CA BASTIA (ch. civ. B), 8 juillet 2015
CERCLAB - DOCUMENT N° 5230
CA BASTIA (ch. civ. B), 8 juillet 2015 : RG n° 13/00928
Publication : Legifrance
Extrait : « Qu’en application de l’article 2307 du même code, cette subrogation lui permet de disposer d’un recours pour le tout à l’encontre de chacun des locataires cautionnés lorsqu’ils étaient tenus solidairement envers le bailleur ; Que dès lors, l’article 6 du contrat Loca Pass prévoyant qu’« en cas de pluralité de locataires, ceux-ci sont solidairement et indivisiblement responsables de l’exécution de tous les engagements contractés aux termes des présentes de sorte que la signature de l’un d’entre eux les engagera tous solidairement et indivisiblement » n’a pas vocation à s’appliquer ici, qu’il ne concerne que les cas de recours personnels de la caution et non les recours subrogatoires ; Que le recours de l’Association Solendi à l’encontre des locataires ne repose donc non pas sur cette clause mais bien sur le contrat de bail et l’acte de cautionnement de sorte que la caution se trouve subrogée dans les droits du bailleur envers qui il n’est pas contesté que les locataires sont tenus solidairement ;
Attendu que M. X. a quitté le logement avant le terme du bail, qu’il ne ressort pas des éléments produits aux débats que le bailleur ait conclu avec Mme Y. seule un nouveau bail de nature à le libérer de toute obligation et que le procès-verbal de conciliation établit le 31 janvier 2012 lors de la procédure de saisie des rémunérations s’analyse comme un accord dans le cadre du règlement amiable de la dette sans pouvoir être considéré comme un acquiescement univoque de la part de la société Logirem à la volonté de M. X. de se soustraire à l’obligation de solidarité stipulé au bail initial ;
Qu’au regard de l’ensemble de ces éléments, le jugement de première instance sera infirmé et il sera jugé que M. X. et Mme Y. devront être tenus solidairement des sommes dues ».
RÉPUBLIQUE FRANÇAISE
AU NOM DU PEUPLE FRANÇAIS
COUR D’APPEL DE BASTIA
CHAMBRE CIVILE B
ARRÊT DU 8 JUILLET 2015
ÉLÉMENTS D’IDENTIFICATION DE LA DÉCISION (N.B. : mention ne figurant pas sur l’original)
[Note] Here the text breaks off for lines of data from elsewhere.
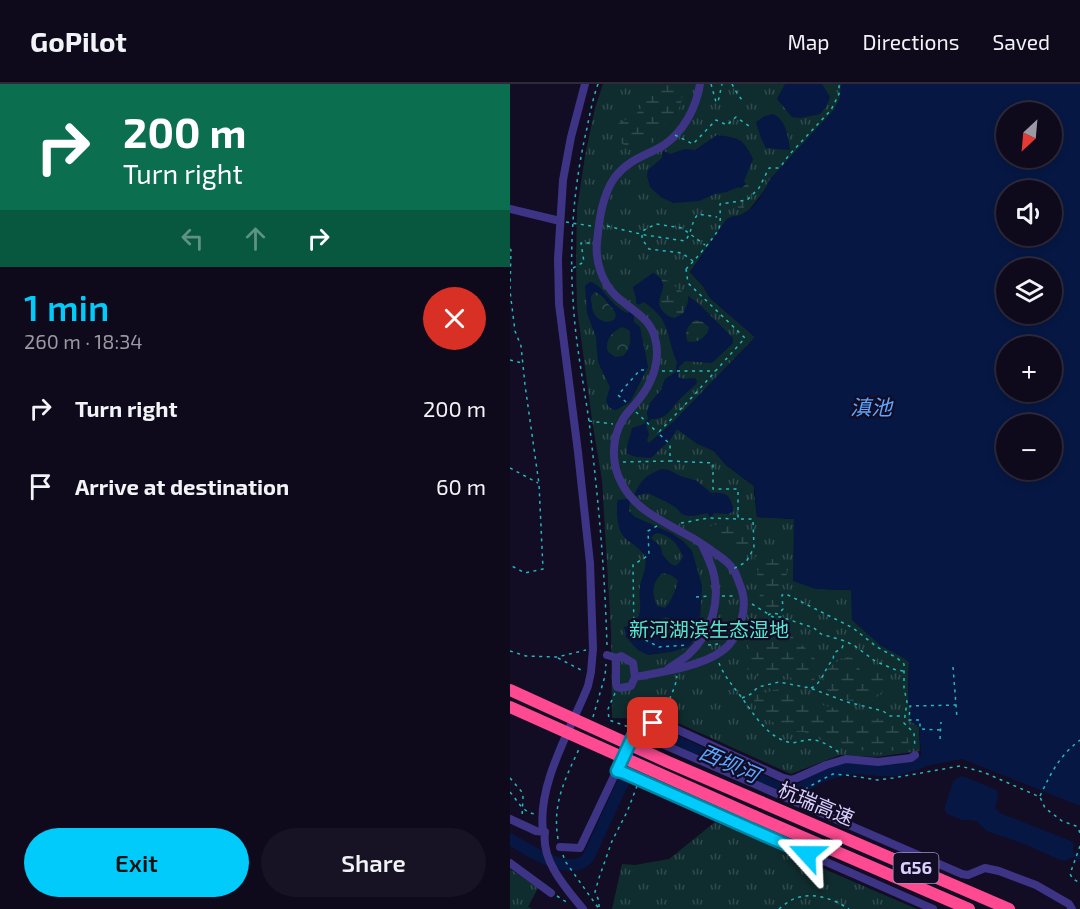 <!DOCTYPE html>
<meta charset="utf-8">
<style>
body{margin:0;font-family:"Exo 2","Noto Sans SC",sans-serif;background:#171224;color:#f1f3f6;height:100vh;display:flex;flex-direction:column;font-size:22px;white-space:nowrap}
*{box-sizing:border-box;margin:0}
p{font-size:20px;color:#9b9aa3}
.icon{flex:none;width:33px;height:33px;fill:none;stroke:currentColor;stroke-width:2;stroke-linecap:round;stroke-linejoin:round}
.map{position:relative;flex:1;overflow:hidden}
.side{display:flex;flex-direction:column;background:#0e091b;width:510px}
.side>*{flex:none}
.hud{background:#0b6e4f;color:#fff;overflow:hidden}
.needle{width:39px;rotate:206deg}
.buttons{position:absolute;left:486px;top:18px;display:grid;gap:12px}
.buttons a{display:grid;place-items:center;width:66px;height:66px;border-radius:50%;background:#0e091b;box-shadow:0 3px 9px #0003,0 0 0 2px #2e2a3a;font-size:30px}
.pin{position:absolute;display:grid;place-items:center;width:51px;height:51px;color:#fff;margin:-26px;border-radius:12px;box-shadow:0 3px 9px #0006}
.me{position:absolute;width:66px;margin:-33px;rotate:294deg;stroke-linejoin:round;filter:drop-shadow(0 0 4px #0008)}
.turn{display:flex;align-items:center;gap:21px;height:126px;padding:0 24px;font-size:27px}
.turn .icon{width:78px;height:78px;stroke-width:2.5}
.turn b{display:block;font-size:42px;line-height:51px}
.lanes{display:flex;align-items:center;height:57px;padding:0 24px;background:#0003;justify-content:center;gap:30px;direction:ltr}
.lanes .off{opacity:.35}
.round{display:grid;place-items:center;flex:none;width:63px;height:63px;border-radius:32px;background:#171224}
.summary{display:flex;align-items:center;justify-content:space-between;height:102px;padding:0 24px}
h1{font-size:36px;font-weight:600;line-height:45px;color:#00cbfa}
.cta{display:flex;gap:12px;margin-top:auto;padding:12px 24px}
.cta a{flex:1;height:69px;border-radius:36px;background:#00cbfa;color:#111;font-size:24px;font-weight:600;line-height:69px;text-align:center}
.cta a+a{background:#171224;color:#f1f3f6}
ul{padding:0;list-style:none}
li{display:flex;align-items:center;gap:18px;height:78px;padding:0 24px}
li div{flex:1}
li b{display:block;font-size:22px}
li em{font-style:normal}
header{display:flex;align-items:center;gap:36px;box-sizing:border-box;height:84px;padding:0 30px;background:#0e091b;border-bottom:2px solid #2e2a3a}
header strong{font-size:28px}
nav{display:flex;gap:33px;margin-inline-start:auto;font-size:21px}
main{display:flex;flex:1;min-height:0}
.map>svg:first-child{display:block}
</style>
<header>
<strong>GoPilot</strong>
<nav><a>Map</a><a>Directions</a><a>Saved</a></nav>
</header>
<main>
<section class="side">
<div class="hud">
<div class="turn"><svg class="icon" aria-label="right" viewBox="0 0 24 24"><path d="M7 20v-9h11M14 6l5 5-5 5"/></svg><div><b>200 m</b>Turn right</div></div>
<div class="lanes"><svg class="icon off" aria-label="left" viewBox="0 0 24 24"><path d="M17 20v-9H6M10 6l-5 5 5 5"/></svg><svg class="icon off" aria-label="ahead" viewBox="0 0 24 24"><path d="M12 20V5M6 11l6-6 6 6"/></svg><svg class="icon" aria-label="right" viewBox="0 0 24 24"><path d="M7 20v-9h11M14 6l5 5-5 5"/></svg></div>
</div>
<div class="summary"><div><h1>1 min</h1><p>260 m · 18:34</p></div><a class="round" style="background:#d93025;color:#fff"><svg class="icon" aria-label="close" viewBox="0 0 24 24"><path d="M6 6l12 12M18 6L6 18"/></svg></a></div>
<ul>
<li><svg class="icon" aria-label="right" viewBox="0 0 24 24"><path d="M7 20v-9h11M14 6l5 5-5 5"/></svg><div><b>Turn right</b></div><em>200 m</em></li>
<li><svg class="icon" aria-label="arrive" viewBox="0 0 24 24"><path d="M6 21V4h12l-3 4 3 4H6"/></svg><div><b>Arrive at destination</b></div><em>60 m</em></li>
</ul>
<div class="cta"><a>Exit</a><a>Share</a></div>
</section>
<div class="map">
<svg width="570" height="825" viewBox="0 0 570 825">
<defs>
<pattern id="grass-tufts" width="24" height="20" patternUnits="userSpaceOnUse" patternTransform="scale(1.5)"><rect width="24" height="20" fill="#0f2c2e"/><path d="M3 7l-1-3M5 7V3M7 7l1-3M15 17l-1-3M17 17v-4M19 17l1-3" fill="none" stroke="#314a4d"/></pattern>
<pattern id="forest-crowns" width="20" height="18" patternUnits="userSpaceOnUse" patternTransform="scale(1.5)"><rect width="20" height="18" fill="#0f2c2e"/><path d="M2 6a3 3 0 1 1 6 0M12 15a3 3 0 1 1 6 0" fill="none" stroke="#314a4d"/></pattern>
<pattern id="wetland-marsh" width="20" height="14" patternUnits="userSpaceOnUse" patternTransform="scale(1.5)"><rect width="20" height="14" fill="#0f2c2e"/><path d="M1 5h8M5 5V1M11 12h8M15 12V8" fill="none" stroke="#314a4d"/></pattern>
</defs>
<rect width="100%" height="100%" fill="#120c24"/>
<path fill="url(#grass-tufts)" d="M93,0H332L331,2L330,14L324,26L261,95L254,107L239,126L231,131L217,135L180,188L193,202L200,214L245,253L186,359L204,367L216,381L244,402V409L247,433L284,435L306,505L342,506L370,561L394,574L399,578L398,601L399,621H401L409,643L410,667L367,673L330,671L281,690L159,635L102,634L101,547L92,396L82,336L67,224L66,178L67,125L75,72L85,24Z
M205,738L407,825H102L112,780L125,781L159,775Z
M0,785L28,804L18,823L22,825H0Z"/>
<path fill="url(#forest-crowns)" d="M85,208C93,210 94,215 99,221C100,221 105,227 105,228C110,240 92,241 86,233C82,228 82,220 80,214Z
M112,243L119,246C122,255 120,266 113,272L105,273L98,268C94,257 102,247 112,243Z"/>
<path fill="url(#wetland-marsh)" d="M136,0H174C173,10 172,20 167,28C159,42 151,36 150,56L145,59C127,57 122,72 105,53L106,41C112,37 118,35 124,31C135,24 134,13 136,0Z
M252,93C245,104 232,111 234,124L228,125C226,104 233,100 252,93Z
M149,193L158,197L178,212V218L173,230C163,235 151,234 149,220C148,215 152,209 154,205Z
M185,236L193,238L199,243C197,254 186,261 177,257C174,248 178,242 185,236Z
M221,440L237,447L239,467L236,472C226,469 223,462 212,459L208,453L199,447V444L202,441Z
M245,473C259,475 268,473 278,485C276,498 270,497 268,506L272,513L271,523C265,528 254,524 250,518C251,507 244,498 248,488L244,477Z
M257,539L266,547H273L282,552L303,571L308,584C302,615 288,592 273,592C265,592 271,593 264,594C248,596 230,587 235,569C236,564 240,561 243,557C248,551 250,544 257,539Z
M341,572L352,589C356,588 362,587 366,587C370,588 370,590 372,593C375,600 375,605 370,610C356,626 324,615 312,601C314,582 325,578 341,572Z
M269,605L309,620L378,638L388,637L391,648L398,654L399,664L368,669L320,661L307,651L293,648H281L257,635L247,626L243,612Z"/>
<path fill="#061743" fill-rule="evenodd" d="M275,0H312L320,13L316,23L310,30L291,34L282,33L267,15Z
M332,0H570V722L452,675L412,683L409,643L400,637L401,621H398L399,578L394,574L370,561L342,536L341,506L306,505L283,497L284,435L247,433L244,402L216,381L204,367L186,359L167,345L160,356L141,374L127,373L117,370C116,360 120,354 122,344L134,340L138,335L137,329L140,319L151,306L155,295L166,288V282L167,278C155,251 163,238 134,218L128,221L126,219C127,213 124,209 123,203L143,189C165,201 143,212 151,225C155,230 157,232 163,234L173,230L178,218V212L188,219L223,254V259L204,277L201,279L175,277L169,283L168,293L175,295L185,294L187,297L186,300C180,306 173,311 168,317C159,328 156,335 141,335L136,341L139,351L137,357L139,359L163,338L245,253L200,214L193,202L180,188L217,135C223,131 225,133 231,131C244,127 255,106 260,95L324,26L330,14L331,2ZM542,28V74H496V28ZM542,106V152H496V106ZM496,184H542V230H496ZM185,236L193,238L199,243C198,253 186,261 177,257C174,248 178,241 185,236ZM542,262V308H496V262ZM542,340V386H496V340Z
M263,30C276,36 278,52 280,66L256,64L251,54L246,38L255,32Z
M207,51C229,54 233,54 243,75L234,97L236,100L231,104L229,103L216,108L205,110L189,117L163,119L151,113L140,103L137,92L138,86L152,74V69L154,67L160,70L175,65L185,66Z
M80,198C93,200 100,223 118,229L122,227L124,228V238L130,243L138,283L120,318L106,326L102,325L98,322L96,317L100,303L88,278L86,253L77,229L75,202ZM85,208C94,211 96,218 102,224C115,238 91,244 84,229C82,227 82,223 82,220C80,214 80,212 85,208ZM112,243L119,246C122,255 120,266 113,272L105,273L98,268C94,257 102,247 112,243Z
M152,385L159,386L170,392L187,397L201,409C218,408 220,412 224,427L218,430L204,429L202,432L200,433L197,429C189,431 179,434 172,430C170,428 167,424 165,423C157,417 147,414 138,409L126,412L125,409C131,396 138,390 152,385Z
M118,415L120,417L119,423V427L125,433L161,449L173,457L182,467L192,502L190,534L184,547L182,559L178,563L161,568L138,571L128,566L116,553L114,543C118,542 124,540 126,536C134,526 128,514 130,503C131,494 139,481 134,471C131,466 124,461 120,458C107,450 107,434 107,420L108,416ZM147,449C160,451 168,460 173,472C166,489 160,480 152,470C153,461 146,460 141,454L143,451ZM153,489L161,491L168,496C167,503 161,519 155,524L147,522C141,511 142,496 153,489ZM156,533L164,536L173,543L174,550L166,556C156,555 149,546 149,536Z
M452,692L458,694L487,706C490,713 485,718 486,725L490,729L561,757L564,760L563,768L570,771V779L569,776L563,773L555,777L550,776L514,760L477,747L466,737L460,736H452L437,730L435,727V722L443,698L447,694Z"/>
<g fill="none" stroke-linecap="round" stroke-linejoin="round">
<path stroke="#061743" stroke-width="12" d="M0,755C18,766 60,794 78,774L133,655L139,650L148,649L272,706L281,708L289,706L309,693L335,685L348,684L369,686H387L411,678"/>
<path stroke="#26b8bc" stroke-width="1.5" stroke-dasharray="3 4.5" stroke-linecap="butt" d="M88,0C83,14 80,29 77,44C64,100 59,158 63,215C65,256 73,296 79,337C88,412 95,487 97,563
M201,0L206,18H208L212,0
M222,0L225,6L234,19
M56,138L81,142
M97,142L135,151L175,157C183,147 180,140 188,130L207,133
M0,165L1,166L0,207L5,247L11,262L15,301L29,400L33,485L15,489L0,481
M183,177L172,169L139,165L132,155V150L134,146L146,140L172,144L195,161
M63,184L74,178L71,159H81
M176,185C183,178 206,152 209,144C211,138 210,127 210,120L237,116L249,104L259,84H268L271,82L279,71L321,26L329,10V2L331,0
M0,276L12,279
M152,287H205
M116,318L108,311L130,286H135
M126,328L148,349
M79,337L103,340
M113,378L160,377
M0,384L28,399
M171,439L199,434L228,435
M147,442L138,447L139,471L123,481L124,550L149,563L178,561
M212,512H226
M186,513L199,512
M242,520L263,533H271L304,544L311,550L335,557L345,562L365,577L386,586L394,587
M258,531L262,529L268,530L273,525L272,511L276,510L343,544L367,563L387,574L394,580V604L397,618L394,639L404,649L405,664
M198,561L208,560
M0,567L16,572L47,573L76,566
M48,574L73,587
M209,579C214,592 223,602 232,614C244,630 256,652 278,658C284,660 290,657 296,656C308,654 320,662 330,669
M443,583L447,634
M301,604C313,599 314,584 323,576L324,569L332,564L335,557
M105,609L98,625L99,636L119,643
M232,614L241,610L248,603L269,598L300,604L337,618L373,627L380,632H394
M83,633L95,592L96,580
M163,637V621L160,614L165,602L167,592
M430,646L410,645V636H399L400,622L446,621
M430,655L431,638
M0,694L12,708L13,713L12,733
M0,708C8,717 12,728 25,730
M290,711L297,704L311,696L323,690L336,691L368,696L383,694L450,682L473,688L530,713L535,724L552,737L566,742L568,744L570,749
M530,712C541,689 549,672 570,656
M48,755C42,720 55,695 69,665
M570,762L560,790L563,795L570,799
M53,771L55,777L89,825
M47,812L58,819
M89,823V817L85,808L89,794L102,757L117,728L127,702
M269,825C274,821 280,816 286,814C304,808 324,815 339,825"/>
<path stroke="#3e3486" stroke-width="8" d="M0,125L50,137
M97,571L107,574
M111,572L123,579L125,593L121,602L111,604L107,603L106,600V577L107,574Z
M158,585C165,580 172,576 178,571C202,549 212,515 202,484C199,476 196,469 192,461
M125,593C151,588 190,583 212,567C222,560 228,548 231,537C235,525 235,513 230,501C228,496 226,489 223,485C218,477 209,472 202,467C195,462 187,456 179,452C155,438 126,427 112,400C101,380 101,355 113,335C118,327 125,321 130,314C140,301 147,284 147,268C146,235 127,231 106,212C92,198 85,178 87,158C89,137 92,111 105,93C119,75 136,72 154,61C174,47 186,24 190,0
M124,650H129L452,790L458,791L475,784L489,787L526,801L559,820L562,825
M107,687L112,688L423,825
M0,735L26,747L35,748
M50,763L70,764L124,650C135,638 140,638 155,640L273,694L281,696L287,694L316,681L336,675L368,678L401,674L405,671
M0,779L41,809
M73,825C56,804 31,777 35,748L33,747C27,700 61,645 78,602L81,588L83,565L80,479L68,368L49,220L48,175L53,96L61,53L75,0"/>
<path stroke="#ff4a91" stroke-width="12" d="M251,718L499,825
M244,732L459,825"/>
<path stroke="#26b8bc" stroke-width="1.5" stroke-dasharray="3 4.5" stroke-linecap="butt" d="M165,51L183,60L206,36L217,41L226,33L239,42
M176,185L178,199L235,254L185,310L148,349L160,360V377L203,379V405H228V435H243L244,464L236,478L223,485"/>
<path stroke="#ff4a91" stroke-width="12" d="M0,606L158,678L251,718
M0,623L244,732"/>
</g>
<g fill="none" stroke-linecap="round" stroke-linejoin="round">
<g stroke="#0084a2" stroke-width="15">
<path id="route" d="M143,639L132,641L124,650L107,687L112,688L297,770"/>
</g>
<use href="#route" stroke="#00cbfa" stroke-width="10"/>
</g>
<g text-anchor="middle" stroke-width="4.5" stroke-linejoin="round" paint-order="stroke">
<rect fill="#120c24" stroke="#9d94bd" stroke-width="1.5" x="383.5" y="769" width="45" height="30" rx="4.5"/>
<g font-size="18" font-weight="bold" fill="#d9cfff">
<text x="406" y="790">G56</text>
</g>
<g font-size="20" fill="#53e7cf" stroke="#120c24">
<text x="199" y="553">新河湖滨生态湿地</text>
</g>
<g font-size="20" fill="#d9cfff" stroke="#120c24">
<text transform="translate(306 720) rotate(23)" y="7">杭瑞高速</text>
</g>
<g font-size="21" font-style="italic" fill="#5da6ff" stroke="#120c24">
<text x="361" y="331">滇池</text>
<text transform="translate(219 680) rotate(24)" y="7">西坝河</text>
</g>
</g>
</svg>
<div class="buttons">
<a><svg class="needle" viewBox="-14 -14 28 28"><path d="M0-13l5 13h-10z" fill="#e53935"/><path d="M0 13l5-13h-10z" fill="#9b9aa3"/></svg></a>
<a><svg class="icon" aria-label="sound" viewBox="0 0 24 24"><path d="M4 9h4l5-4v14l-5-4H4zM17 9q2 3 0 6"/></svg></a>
<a><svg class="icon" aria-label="layers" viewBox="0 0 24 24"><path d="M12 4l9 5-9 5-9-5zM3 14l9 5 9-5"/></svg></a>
<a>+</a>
<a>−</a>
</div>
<div class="pin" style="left:143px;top:639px;background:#d93025"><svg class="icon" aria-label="arrive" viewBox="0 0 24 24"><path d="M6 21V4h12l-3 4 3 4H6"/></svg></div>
<svg class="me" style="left:297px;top:770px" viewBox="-20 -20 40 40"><path d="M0-17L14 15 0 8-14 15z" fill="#00cbfa" stroke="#fff" stroke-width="4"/></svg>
</div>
</main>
R.G. n° 13/00928 C. Décision déférée à la Cour : Jugement Au fond, origine Tribunal d’Instance de BASTIA, décision attaquée en date du 16 septembre 2013, enregistrée sous le n° 1113000056.
APPELANTE :
ASSOCIATION SOLENDI
agissant poursuites et diligences de son président domicilié en cette qualité au siège social [adresse], ayant pour avocat Maître Nelly LABOURET, avocat au barreau de BASTIA
INTIMÉS :
M. X.
c/ o Madame X. [adresse]
, ayant pour avocat Maître Jocelyne COSTA, avocat au barreau de BASTIA (bénéficie d’une aide juridictionnelle Partielle numéro 2013/XX du [date] accordée par le bureau d’aide juridictionnelle de BASTIA)
Mme Y.
défaillante
COMPOSITION DE LA COUR : L’affaire a été débattue à l’audience publique du 11 mai 2015, devant la Cour composée de : Mme Gisèle BAETSLE, Président de chambre, Mme Laetitia PASCAL, Conseiller, Mme Marie BART, Vice-Président placé près M. le Premier Président, qui en ont délibéré.
GREFFIER LORS DES DÉBATS : Mme Martine COMBET.
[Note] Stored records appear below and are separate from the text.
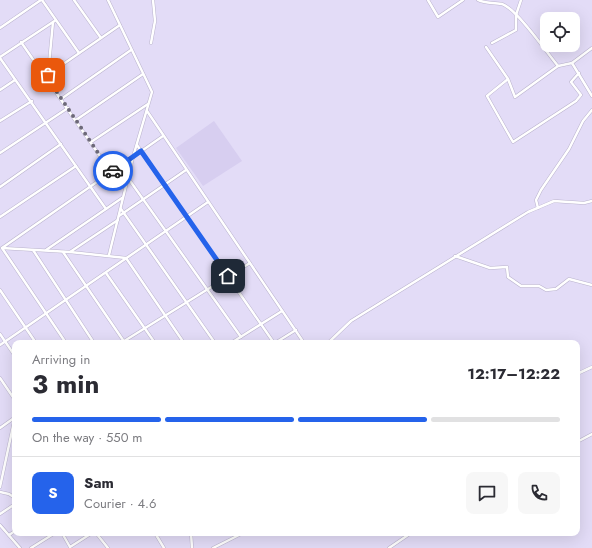 <!DOCTYPE html>
<meta charset="utf-8">
<style>
body{margin:0;font-family:Jost,sans-serif;background:#f7f7f7;color:#2b2b33;height:100vh;display:flex;flex-direction:column;font-size:15px;white-space:nowrap}
*{box-sizing:border-box;margin:0}
p{font-size:13px;color:#7c7c81}
.icon{flex:none;width:22px;height:22px;fill:none;stroke:currentColor;stroke-width:2;stroke-linecap:round;stroke-linejoin:round}
.map{position:relative;flex:1;overflow:hidden}
.drawer{position:absolute;left:12px;top:340px;width:568px;height:196px;display:flex;flex-direction:column;background:#fff;border-radius:8px;box-shadow:0 4px 16px #0002}
.drawer>*{flex:none}
.buttons{position:absolute;left:540px;top:12px;display:grid;gap:8px}
.buttons a{display:grid;place-items:center;width:40px;height:40px;border-radius:8px;background:#fff;box-shadow:0 4px 16px #0002;font-size:20px}
.pin{position:absolute;display:grid;place-items:center;width:34px;height:34px;color:#fff;margin:-17px;border-radius:8px;box-shadow:0 2px 6px #0006}
.courier{position:absolute;display:grid;place-items:center;width:40px;height:40px;margin:-20px;border:3px solid #2563eb;border-radius:50%;background:#fff;color:#222;box-shadow:0 1px 5px #0007}
.headline em{font-style:normal;font-weight:700}
.headline div{display:flex;flex-direction:column-reverse}
.headline{display:flex;align-items:center;justify-content:space-between;height:68px;padding:0 20px}
h1{font-size:26px;font-weight:700;line-height:30px}
.bar{display:grid;grid-template-columns:repeat(4,1fr);gap:6px 4px;align-content:center;height:48px;padding:0 20px}
.bar i{height:5px;border-radius:3px;background:#e1e1e2}
.bar .on{background:#2563eb}
.bar p{grid-column:span 4}
.line{display:flex;align-items:center;gap:10px;padding:0 20px;border-top:1px solid #e1e1e2}
.line div{flex:1}
.round{display:grid;place-items:center;flex:none;width:42px;height:42px;border-radius:8px;background:#f7f7f7}
.map>svg:first-child{display:block}
.built{fill:#d7cef0}
.lines{fill:none;stroke-linecap:round;stroke-linejoin:round}
.street-casing{stroke:#bab3cd;stroke-width:3.5}
.street{stroke:#fff;stroke-width:2.5}
.done{stroke:#6d6979;stroke-width:4;stroke-dasharray:0 7.2}
.route{stroke:#2563eb;stroke-width:5}
</style>
<div class="map">
<svg width="592" height="548" viewBox="0 0 592 548">
<rect width="100%" height="100%" fill="#e3dcf7"/>
<path class="built" d="M214 121 242 161 203 186 176 148Z"/>
<g class="lines">
<g class="street-casing">
<g id="street">
<path d="M42 0 79 53"/>
<path d="M74 0 101 38"/>
<path d="M108 0 152 92 133 157 109 255"/>
<path d="M428 0 438 17 463 0"/>
<path d="M478 0C486 4 493 2 502 4 517 9 547 53 558 66L572 63"/>
<path d="M0 28 41 0"/>
<path d="M21 42 111 172"/>
<path d="M151 43 155 21 153 0"/>
<path d="M492 43 516 30V15L521 0"/>
<path d="M486 47 508 79 487 96 513 142 576 101 581 95 571 82 579 73"/>
<path d="M592 48 572 63 592 96"/>
<path d="M0 57 56 20"/>
<path d="M0 58 106 209"/>
<path d="M48 75 53 22"/>
<path d="M46 76 120 25"/>
<path d="M508 79 515 97 558 66"/>
<path d="M0 90 15 80"/>
<path d="M61 99 131 50"/>
<path d="M147 111 304 343"/>
<path d="M76 120 143 74"/>
<path d="M0 121 32 101"/>
<path d="M91 142 148 104"/>
<path d="M137 145 274 343"/>
<path d="M0 153 68 108"/>
<path d="M128 178 241 337"/>
<path d="M0 187 61 144"/>
<path d="M538 208 536 200 541 190 569 149 583 121 592 110"/>
<path d="M121 209 215 343"/>
<path d="M119 216 186 170"/>
<path d="M0 217 76 166"/>
<path d="M2 248 70 252 126 258 184 343"/>
<path d="M33 250 94 343"/>
<path d="M46 250 122 198"/>
<path d="M63 252 125 343"/>
<path d="M70 252 118 220"/>
<path d="M455 256 490 268 507 267 508 277 521 286H539L546 290 556 289 569 279 592 285"/>
<path d="M106 273 155 343"/>
<path d="M0 290 36 343"/>
<path d="M0 334 15 356"/>
<path d="M66 343 2 248 163 136"/>
<path d="M121 343 250 263"/>
<path d="M231 343 282 311"/>
<path d="M275 343 296 330"/>
<path d="M316 343 329 342 351 321 528 212 554 201 584 203 592 201"/>
<path d="M0 345 208 202"/>
<path d="M577 374 592 367"/>
<path d="M0 378 15 400"/>
<path d="M0 428 14 418"/>
<path d="M577 442 592 434"/>
<path d="M0 487 15 417"/>
<path d="M0 492 9 494 15 498"/>
<path d="M0 514 15 504"/>
<path d="M0 525 20 548"/>
<path d="M62 533 70 547 92 533"/>
<path d="M96 533 108 548"/>
<path d="M155 533 164 548"/>
<path d="M191 533 192 548"/>
<path d="M9 535 15 531"/>
<path d="M31 548 55 533"/>
<path d="M213 548 243 533"/>
<path d="M389 548 411 533"/>
</g>
</g>
<use href="#street" class="street"/>
</g>
<g class="lines">
<path class="done" d="M48 75 46 76 111 172 113 171"/>
<path class="route" d="M113 171 141 151 228 276"/>
</g>
</svg>
<div class="buttons">
<a><svg class="icon" aria-label="locate" viewBox="0 0 24 24"><circle cx="12" cy="12" r="6"/><path d="M12 2v4M12 18v4M2 12h4M18 12h4"/></svg></a>
</div>
<div class="pin" style="left:48px;top:75px;background:#ea580c"><svg class="icon" aria-label="bag" viewBox="0 0 24 24"><path d="M5 8h14l-1 12H6zM9 8a3 3 0 0 1 6 0"/></svg></div>
<div class="pin" style="left:228px;top:276px;background:#1f2937"><svg class="icon" aria-label="home" viewBox="0 0 24 24"><path d="M3 11l9-7 9 7M6 9v11h12V9"/></svg></div>
<div class="courier" style="left:113px;top:171px"><svg class="icon" aria-label="car" viewBox="0 0 24 24"><path d="M5 17H2v-5l4-1 3-4h7l3 4 3 1v5h-3M9 17h6M6 11h13"/><circle cx="7" cy="17" r="2"/><circle cx="17" cy="17" r="2"/></svg></div>
<section class="drawer">
<div class="headline"><div><h1>3 min</h1><p>Arriving in</p></div><em>12:17–12:22</em></div>
<div class="bar"><i class="on"></i><i class="on"></i><i class="on"></i><i></i><p>On the way · 550 m</p></div>
<div class="line" style="height:72px"><b class="round" style="background:#2563eb;color:#fff">S</b><div><b>Sam</b><p>Courier · 4.6</p></div><a class="round"><svg class="icon" aria-label="chat" viewBox="0 0 24 24"><path d="M4 5h16v11H9l-5 4z"/></svg></a><a class="round"><svg class="icon" aria-label="phone" viewBox="0 0 24 24"><path d="M5 4h4l2 5-3 2q2 4 5 5l2-3 5 2v4C11 20 4 13 5 4z"/></svg></a></div>
</section>
</div>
Les parties ont été avisées que le prononcé public de la décision aura lieu par mise à disposition au greffe le 8 juillet 2015.
ARRÊT : Rendu par défaut, Prononcé publiquement par mise à disposition au greffe de la Cour, les parties en ayant été préalablement avisées dans les conditions prévues au deuxième alinéa de l’article 450 du code de procédure civile. Signé par Mme Gisèle BAETSLE, Président de chambre, et par Mme Martine COMBET, Greffier auquel la minute de la décision a été remise par le magistrat signataire.
EXPOSÉ DU LITIGE (N.B. : mention ne figurant pas sur l’original)
EXPOSÉ DU LITIGE :
Dans le cadre d’un contrat de bail conclu pour un logement sis Résidence [...] à [ville B.], l’Association Solendi s’est portée caution de M. X. et de Mme Y. au profit de la société Logirem pour le paiement du loyer et des charges dans le cadre du dispositif « Loca pass ». Par exploit d’huissier en date du 28 janvier 2013, elle les a assignés pour obtenir le remboursement de la somme de 7.435,91 euros payée pour leur compte à Logirem.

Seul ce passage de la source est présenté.